Zorlayıcı hareketlerden kaçınılmalı
Peki diz ağrıları yaşayanlar, günlük hayatında nelere dikkat etmeli? Alınacak ilk önlem dizi zorlayacak hareketlerden uzak durmak. Özellikle de çömelerek yapılan faaliyetlerden kaçınılmalı. Yine diz ağrısı yaşayanların merdiven inip çıkmaması öneriliyor. Uygun olmayan zeminlerde yürüyüş yapılmaması bir başka dikkat edilmesi gereken nokta.

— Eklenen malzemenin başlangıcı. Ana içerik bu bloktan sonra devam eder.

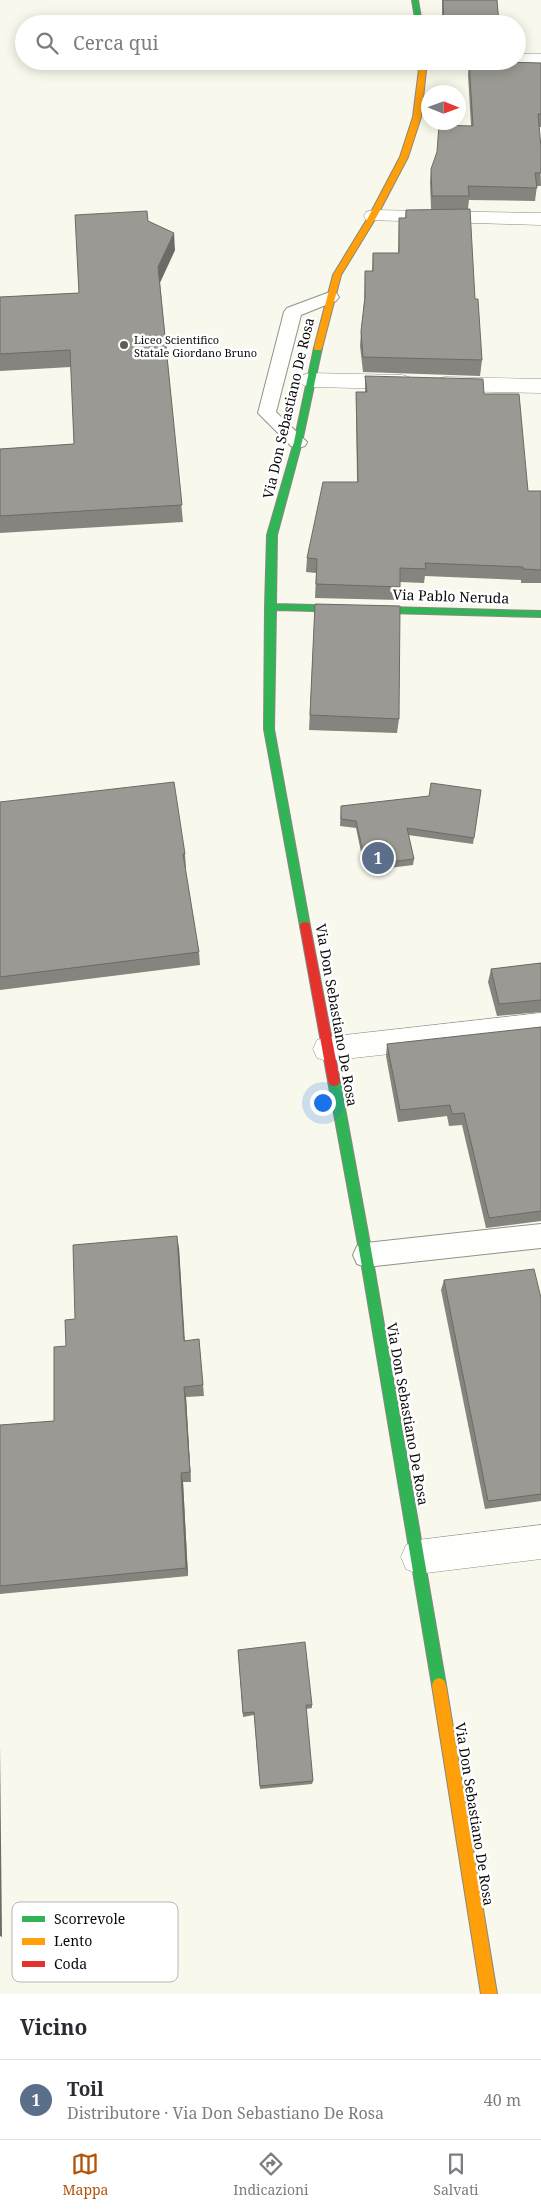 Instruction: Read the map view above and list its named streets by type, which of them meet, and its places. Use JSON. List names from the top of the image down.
{
  "streets": {
    "street": ["Via Don Sebastiano De Rosa", "Via Pablo Neruda"]
  },
  "crossings": [
    ["Via Don Sebastiano De Rosa", "Via Pablo Neruda"]
  ],
  "places": ["Liceo Scientifico Statale Giordano Bruno"],
  "legend": ["Scorrevole", "Lento", "Coda"],
  "north": "right",
  "page": {
    "search": "Cerca qui",
    "pins": "1",
    "heading": "Vicino",
    "list": [
      {
        "mark": "1",
        "name": "Toil",
        "note": "Distributore · Via Don Sebastiano De Rosa",
        "value": "40 m"
      }
    ],
    "nav": ["Mappa", "Indicazioni", "Salvati"]
  }
} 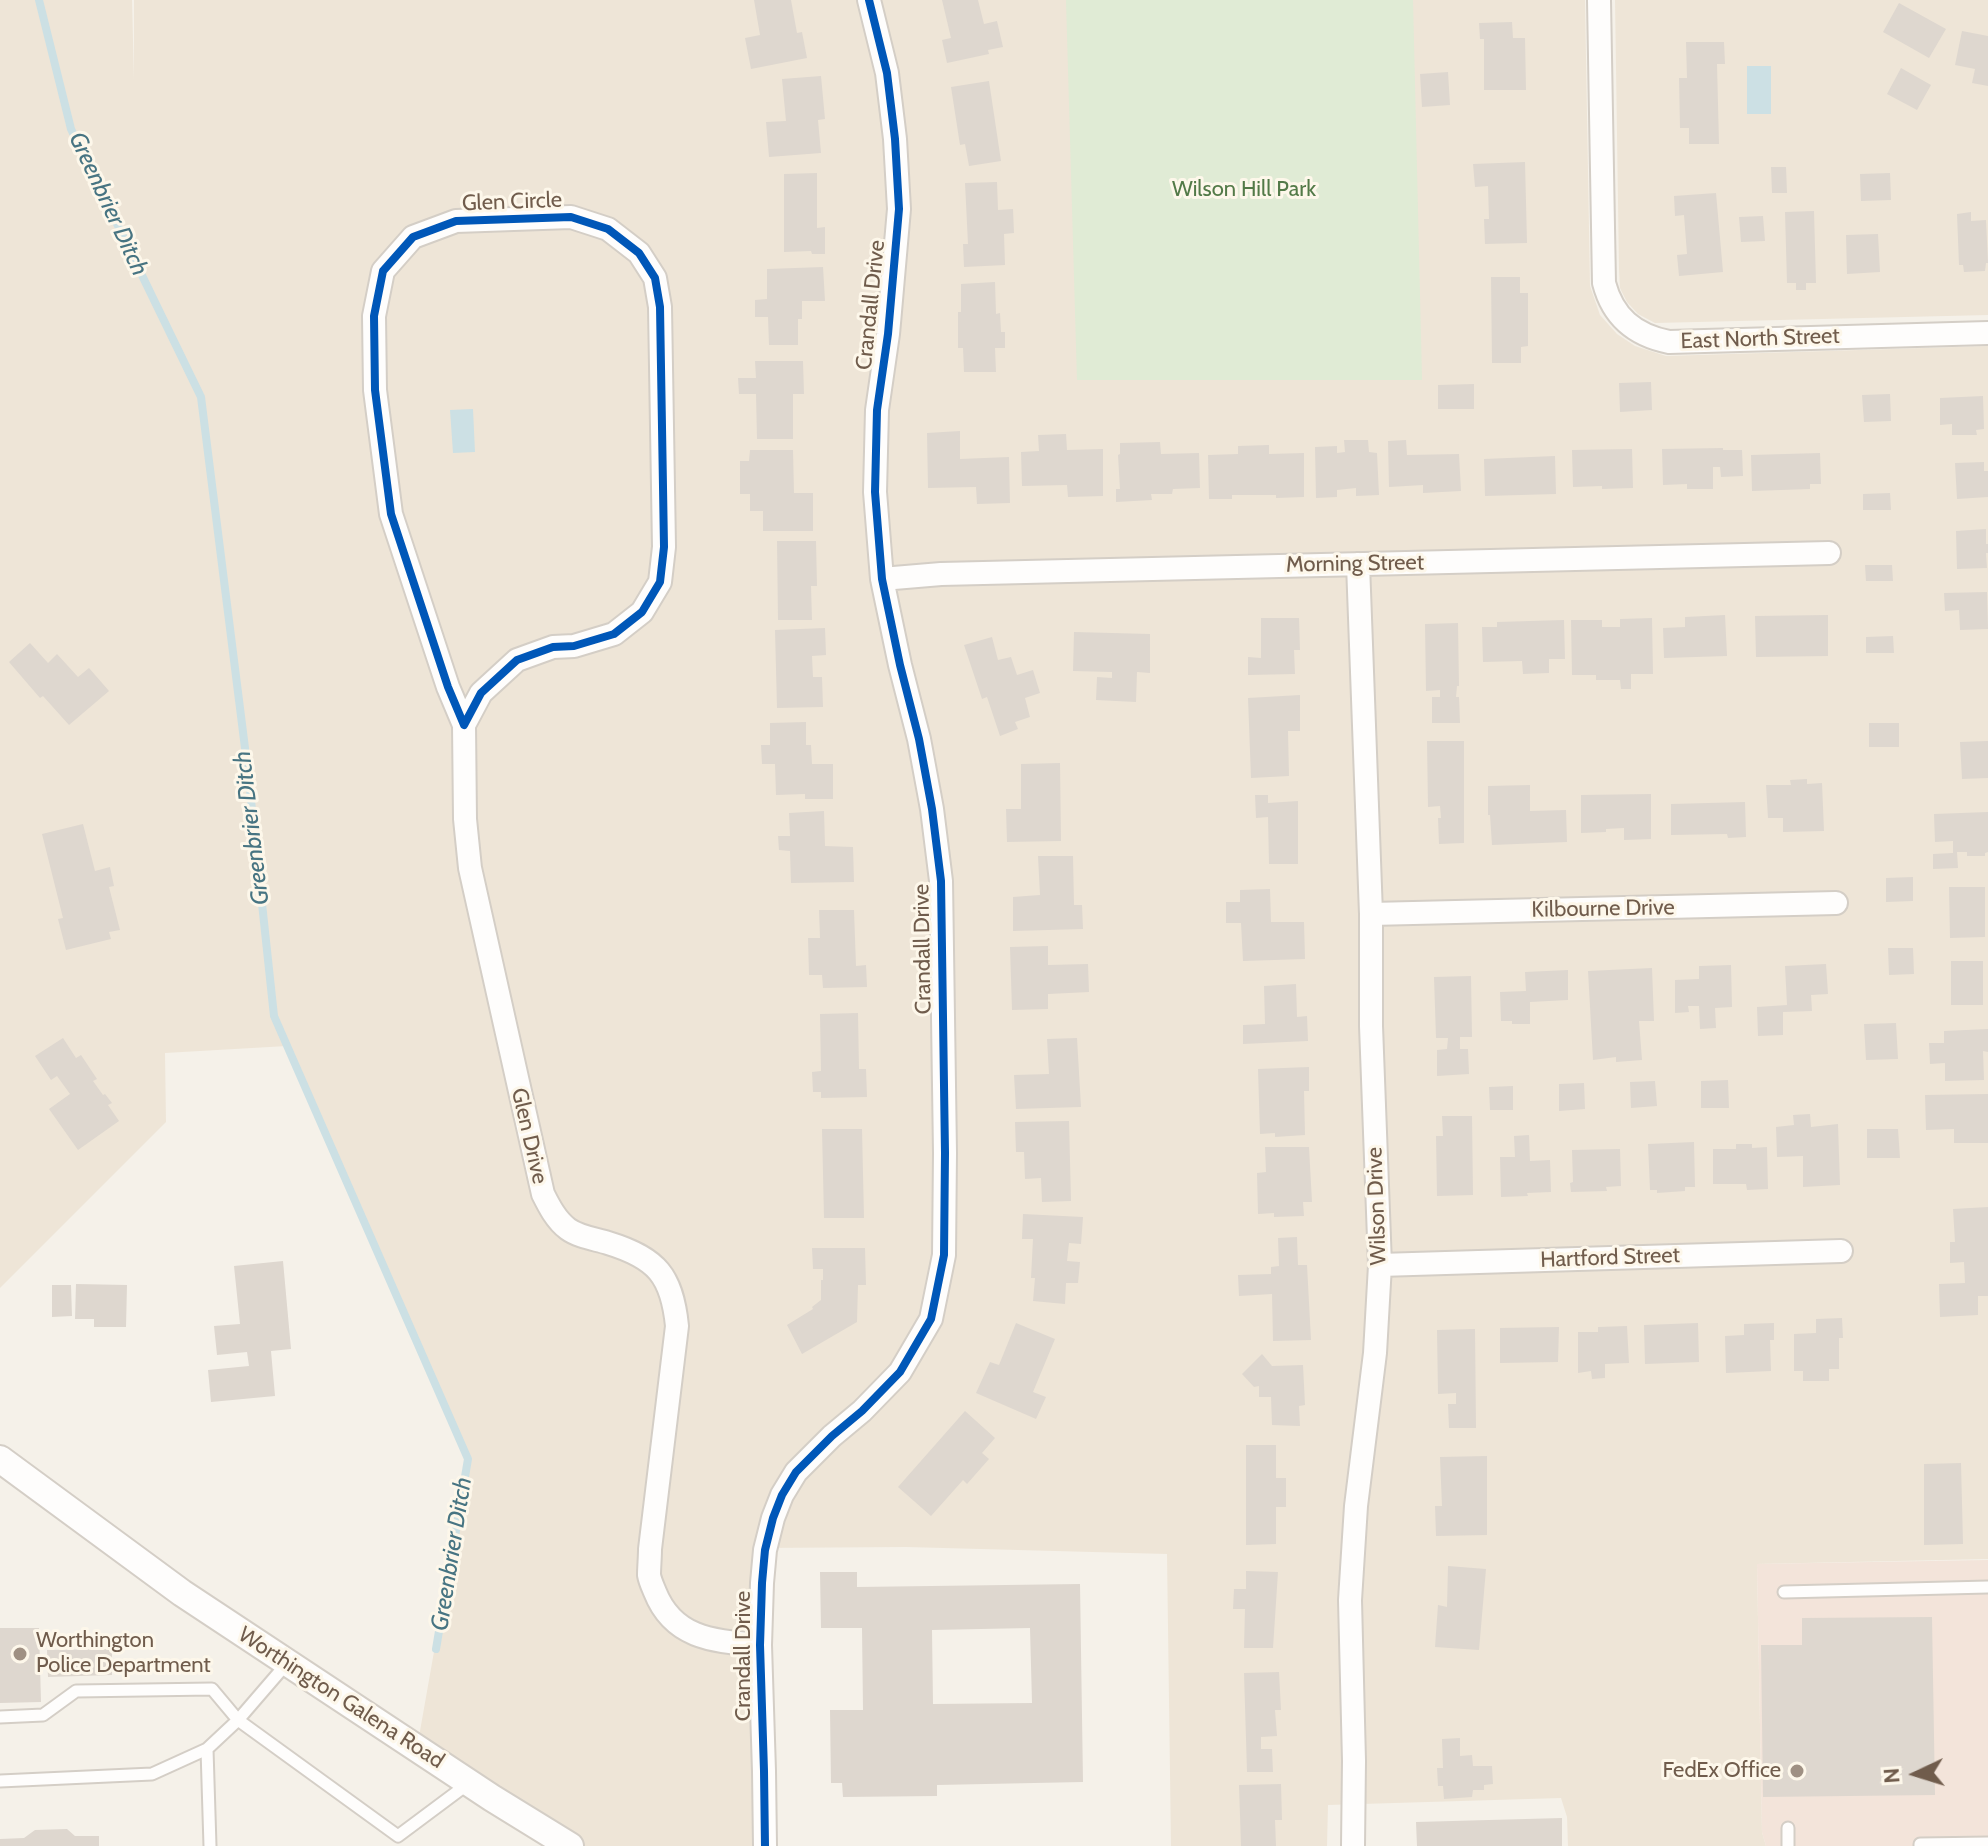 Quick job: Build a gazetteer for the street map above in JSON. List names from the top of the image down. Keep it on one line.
{"streets":{"street":["Glen Circle","Crandall Drive","East North Street","Morning Street","Kilbourne Drive","Glen Drive","Wilson Drive","Hartford Street","Worthington Galena Road"]},"crossings":[["Glen Circle","Glen Drive"],["Crandall Drive","Morning Street"],["Crandall Drive","Glen Drive"],["Morning Street","Wilson Drive"],["Kilbourne Drive","Wilson Drive"],["Wilson Drive","Hartford Street"]],"water":["Greenbrier Ditch"],"parks":["Wilson Hill Park"],"places":["Worthington Police Department","FedEx Office"],"north":"left"}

Yine hekim tavsiyesiyle kıkırdak koruyucu bazı gıda takviyeleri de kullanılabiliyor.
Dizinde herhangi bir ağrı olmayan birinin ileride bu tip sorunlarla karşılaşmamak adına henüz sağlıklıyken birtakım önlemler alması mümkün. Prof. Dr. Yıldırım’ın bu konudaki tavsiyeleri şöyle:
“Gençler spor esnasında dikkatli olmalı. Çünkü eğer dikkat etmezlerse bir darbe aldıkları zaman veya bazen darbe almasalar bile dizlerinde bir rahatsızlık olabiliyor. Yine çok ağır bir iş yapılmamalı, ağır bir şey kaldırılmamalı, uygun olmayan zeminlerde koşulmamalı. Boy-kilo kontrolü sağlanmalı. Diz problemleriyle karşılaşmamak için özellikle dizin üst kısmındaki ve baldırdaki kaslar geliştirilmeli. Böylece güçlü kaslar sayesinde dize daha az yük bineceği için ileride bir rahatsızlık geçirme ihtimali çok azalıyor.”